→ **Instructions to follow**: Search the records for the word "turn" and report each line that has it.

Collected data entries
=== Section Start ===
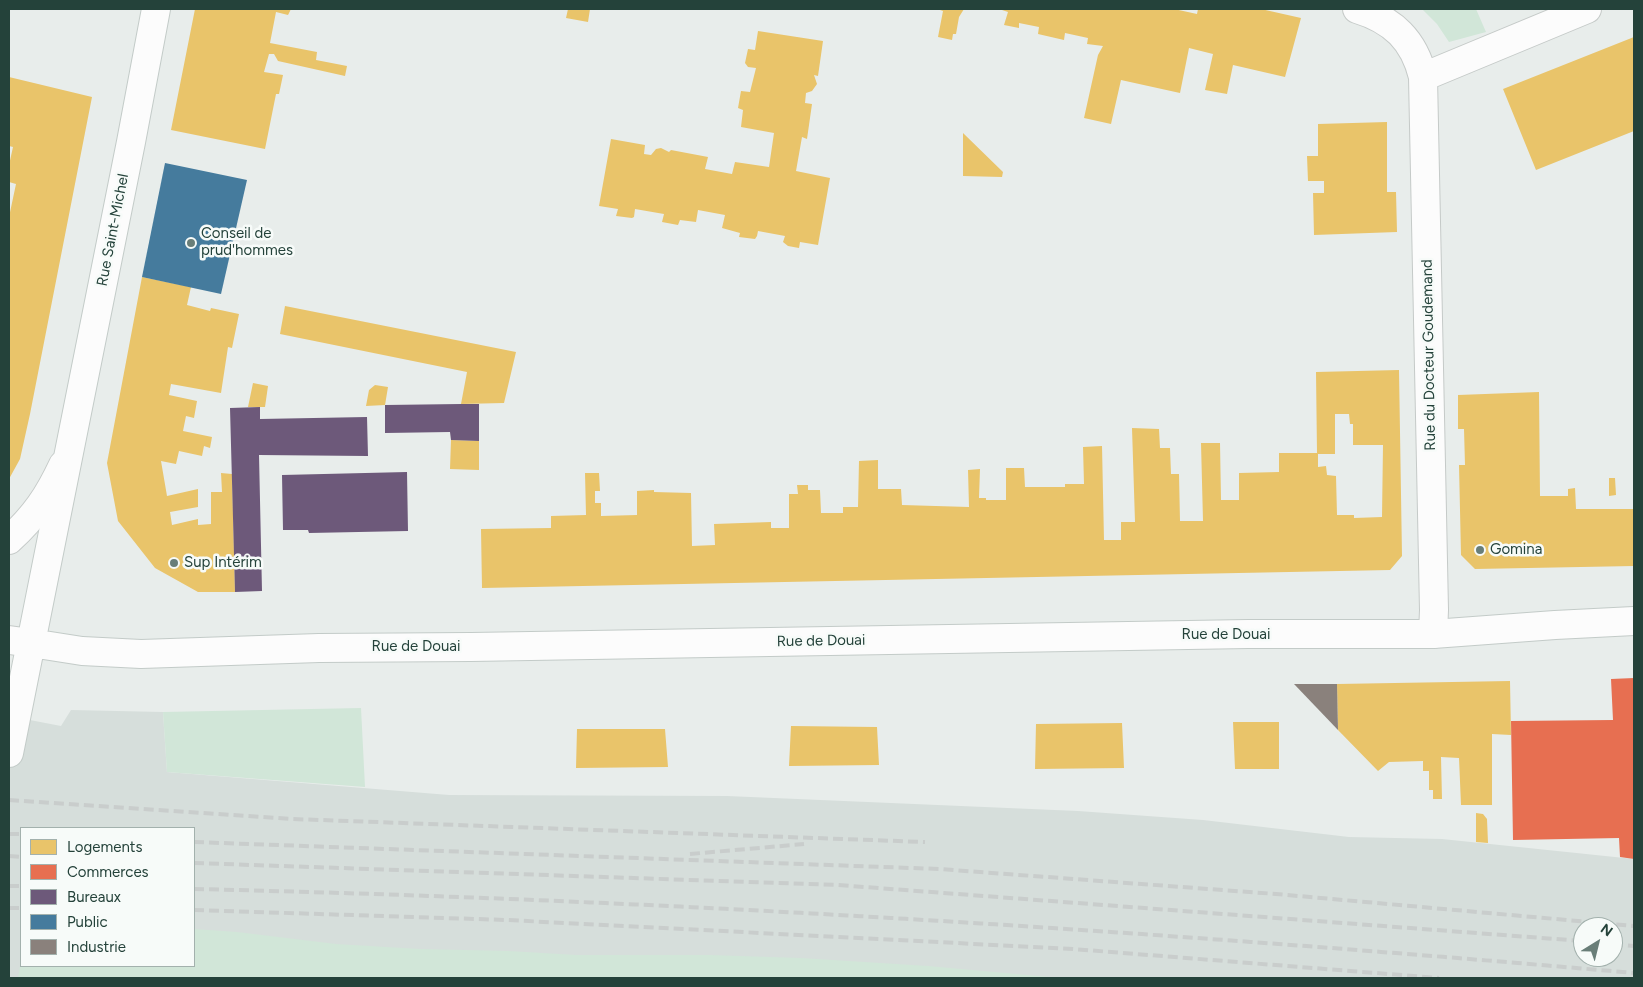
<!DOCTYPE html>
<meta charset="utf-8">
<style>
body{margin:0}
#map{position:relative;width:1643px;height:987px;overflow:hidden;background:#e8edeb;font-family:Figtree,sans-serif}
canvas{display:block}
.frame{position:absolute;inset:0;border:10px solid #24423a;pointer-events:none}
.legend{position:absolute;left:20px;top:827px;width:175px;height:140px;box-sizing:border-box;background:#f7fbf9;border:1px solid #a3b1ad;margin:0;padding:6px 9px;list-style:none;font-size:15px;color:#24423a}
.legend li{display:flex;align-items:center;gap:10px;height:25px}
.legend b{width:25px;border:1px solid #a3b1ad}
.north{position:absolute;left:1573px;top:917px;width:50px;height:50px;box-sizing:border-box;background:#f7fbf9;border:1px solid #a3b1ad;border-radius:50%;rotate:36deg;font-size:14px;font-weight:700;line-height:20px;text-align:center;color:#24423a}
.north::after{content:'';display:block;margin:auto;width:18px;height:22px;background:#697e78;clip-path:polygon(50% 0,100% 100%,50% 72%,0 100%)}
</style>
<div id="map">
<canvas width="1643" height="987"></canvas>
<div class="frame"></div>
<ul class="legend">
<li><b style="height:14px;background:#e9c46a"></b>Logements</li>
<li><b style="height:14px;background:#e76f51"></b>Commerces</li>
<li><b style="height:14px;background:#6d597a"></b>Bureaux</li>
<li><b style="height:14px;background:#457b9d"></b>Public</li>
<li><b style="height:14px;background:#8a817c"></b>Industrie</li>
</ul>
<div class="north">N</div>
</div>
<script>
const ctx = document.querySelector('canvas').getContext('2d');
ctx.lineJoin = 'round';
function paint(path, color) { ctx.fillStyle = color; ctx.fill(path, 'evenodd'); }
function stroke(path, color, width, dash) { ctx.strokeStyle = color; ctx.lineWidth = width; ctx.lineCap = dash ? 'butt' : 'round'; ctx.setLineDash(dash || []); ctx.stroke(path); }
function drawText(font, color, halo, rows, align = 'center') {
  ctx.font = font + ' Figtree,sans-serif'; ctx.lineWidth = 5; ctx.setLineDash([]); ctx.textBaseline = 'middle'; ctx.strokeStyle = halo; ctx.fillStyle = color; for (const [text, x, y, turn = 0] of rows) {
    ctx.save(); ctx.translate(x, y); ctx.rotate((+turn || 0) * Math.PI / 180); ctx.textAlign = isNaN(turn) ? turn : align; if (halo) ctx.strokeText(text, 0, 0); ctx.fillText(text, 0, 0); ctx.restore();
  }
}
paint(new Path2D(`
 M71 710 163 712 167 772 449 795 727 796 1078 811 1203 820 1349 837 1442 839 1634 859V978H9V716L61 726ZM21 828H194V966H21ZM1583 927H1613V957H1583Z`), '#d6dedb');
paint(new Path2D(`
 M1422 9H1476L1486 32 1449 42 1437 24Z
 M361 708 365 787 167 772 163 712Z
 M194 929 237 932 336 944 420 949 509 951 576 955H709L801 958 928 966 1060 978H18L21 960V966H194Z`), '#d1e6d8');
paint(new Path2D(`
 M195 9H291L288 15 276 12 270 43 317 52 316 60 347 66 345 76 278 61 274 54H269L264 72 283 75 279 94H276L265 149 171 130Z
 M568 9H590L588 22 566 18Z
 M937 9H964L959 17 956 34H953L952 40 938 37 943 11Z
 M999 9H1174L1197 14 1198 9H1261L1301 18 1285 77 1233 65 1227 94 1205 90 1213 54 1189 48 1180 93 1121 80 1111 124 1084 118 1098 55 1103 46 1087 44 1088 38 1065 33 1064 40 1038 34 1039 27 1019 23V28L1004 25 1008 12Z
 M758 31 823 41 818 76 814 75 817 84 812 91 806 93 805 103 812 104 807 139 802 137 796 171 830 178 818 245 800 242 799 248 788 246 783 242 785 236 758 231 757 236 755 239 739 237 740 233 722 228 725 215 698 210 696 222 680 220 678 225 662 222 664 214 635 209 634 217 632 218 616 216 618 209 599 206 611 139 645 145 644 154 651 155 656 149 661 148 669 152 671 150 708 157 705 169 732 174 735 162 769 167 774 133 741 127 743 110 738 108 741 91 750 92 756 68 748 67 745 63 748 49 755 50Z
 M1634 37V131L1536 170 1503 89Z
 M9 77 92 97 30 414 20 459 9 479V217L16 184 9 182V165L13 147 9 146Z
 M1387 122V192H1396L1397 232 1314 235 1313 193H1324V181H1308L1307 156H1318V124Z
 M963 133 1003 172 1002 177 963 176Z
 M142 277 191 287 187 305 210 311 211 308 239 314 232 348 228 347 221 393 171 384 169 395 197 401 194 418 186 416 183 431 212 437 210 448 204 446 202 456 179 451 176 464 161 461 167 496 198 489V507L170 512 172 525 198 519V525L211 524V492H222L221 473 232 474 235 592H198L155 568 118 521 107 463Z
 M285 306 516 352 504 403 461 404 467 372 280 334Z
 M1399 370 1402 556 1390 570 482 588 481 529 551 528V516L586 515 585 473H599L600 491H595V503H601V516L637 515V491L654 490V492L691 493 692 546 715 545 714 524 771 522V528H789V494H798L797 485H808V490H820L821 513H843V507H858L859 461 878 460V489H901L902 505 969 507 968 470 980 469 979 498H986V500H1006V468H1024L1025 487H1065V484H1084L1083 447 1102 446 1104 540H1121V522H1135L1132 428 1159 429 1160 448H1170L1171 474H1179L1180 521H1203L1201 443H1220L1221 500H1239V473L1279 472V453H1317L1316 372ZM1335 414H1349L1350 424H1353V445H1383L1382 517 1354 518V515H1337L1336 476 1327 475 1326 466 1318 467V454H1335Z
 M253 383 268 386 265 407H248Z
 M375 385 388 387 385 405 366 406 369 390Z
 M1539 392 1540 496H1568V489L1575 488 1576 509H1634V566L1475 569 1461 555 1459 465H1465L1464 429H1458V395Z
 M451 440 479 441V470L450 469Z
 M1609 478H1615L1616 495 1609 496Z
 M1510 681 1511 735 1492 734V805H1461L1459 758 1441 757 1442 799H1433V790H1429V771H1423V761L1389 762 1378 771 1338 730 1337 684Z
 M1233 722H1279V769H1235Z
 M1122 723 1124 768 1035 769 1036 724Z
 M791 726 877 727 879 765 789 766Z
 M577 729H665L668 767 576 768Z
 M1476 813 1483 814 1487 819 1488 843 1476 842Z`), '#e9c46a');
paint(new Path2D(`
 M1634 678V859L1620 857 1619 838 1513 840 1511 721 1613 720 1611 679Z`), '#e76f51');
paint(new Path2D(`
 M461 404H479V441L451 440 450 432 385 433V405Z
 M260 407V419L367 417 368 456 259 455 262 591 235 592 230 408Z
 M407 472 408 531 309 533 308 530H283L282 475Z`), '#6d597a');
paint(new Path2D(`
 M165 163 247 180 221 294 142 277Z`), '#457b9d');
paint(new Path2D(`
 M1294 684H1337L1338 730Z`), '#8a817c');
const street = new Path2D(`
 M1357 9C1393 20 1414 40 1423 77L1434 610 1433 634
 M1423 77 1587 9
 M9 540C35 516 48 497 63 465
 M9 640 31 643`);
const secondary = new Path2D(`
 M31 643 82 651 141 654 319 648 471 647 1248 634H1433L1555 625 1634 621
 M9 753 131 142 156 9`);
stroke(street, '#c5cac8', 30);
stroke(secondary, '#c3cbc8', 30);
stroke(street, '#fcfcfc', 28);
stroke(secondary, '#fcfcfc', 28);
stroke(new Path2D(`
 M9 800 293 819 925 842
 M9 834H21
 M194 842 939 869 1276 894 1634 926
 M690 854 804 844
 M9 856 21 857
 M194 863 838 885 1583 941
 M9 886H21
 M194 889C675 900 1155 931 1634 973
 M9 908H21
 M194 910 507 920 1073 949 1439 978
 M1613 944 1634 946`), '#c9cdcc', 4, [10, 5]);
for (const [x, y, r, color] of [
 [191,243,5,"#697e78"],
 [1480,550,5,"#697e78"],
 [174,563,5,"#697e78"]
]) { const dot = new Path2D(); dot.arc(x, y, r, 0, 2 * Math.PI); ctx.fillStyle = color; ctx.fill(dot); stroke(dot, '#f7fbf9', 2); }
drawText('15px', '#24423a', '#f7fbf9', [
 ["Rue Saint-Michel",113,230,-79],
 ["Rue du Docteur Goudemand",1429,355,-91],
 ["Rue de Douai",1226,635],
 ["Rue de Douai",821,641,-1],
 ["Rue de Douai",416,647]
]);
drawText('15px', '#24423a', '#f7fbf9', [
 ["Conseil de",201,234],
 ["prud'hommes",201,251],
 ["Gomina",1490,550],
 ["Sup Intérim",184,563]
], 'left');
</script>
=== Section End ===
→ **Output of the task**:
  ctx.font = font + ' Figtree,sans-serif'; ctx.lineWidth = 5; ctx.setLineDash([]); ctx.textBaseline = 'middle'; ctx.strokeStyle = halo; ctx.fillStyle = color; for (const [text, x, y, turn = 0] of rows) {
    ctx.save(); ctx.translate(x, y); ctx.rotate((+turn || 0) * Math.PI / 180); ctx.textAlign = isNaN(turn) ? turn : align; if (halo) ctx.strokeText(text, 0, 0); ctx.fillText(text, 0, 0); ctx.restore();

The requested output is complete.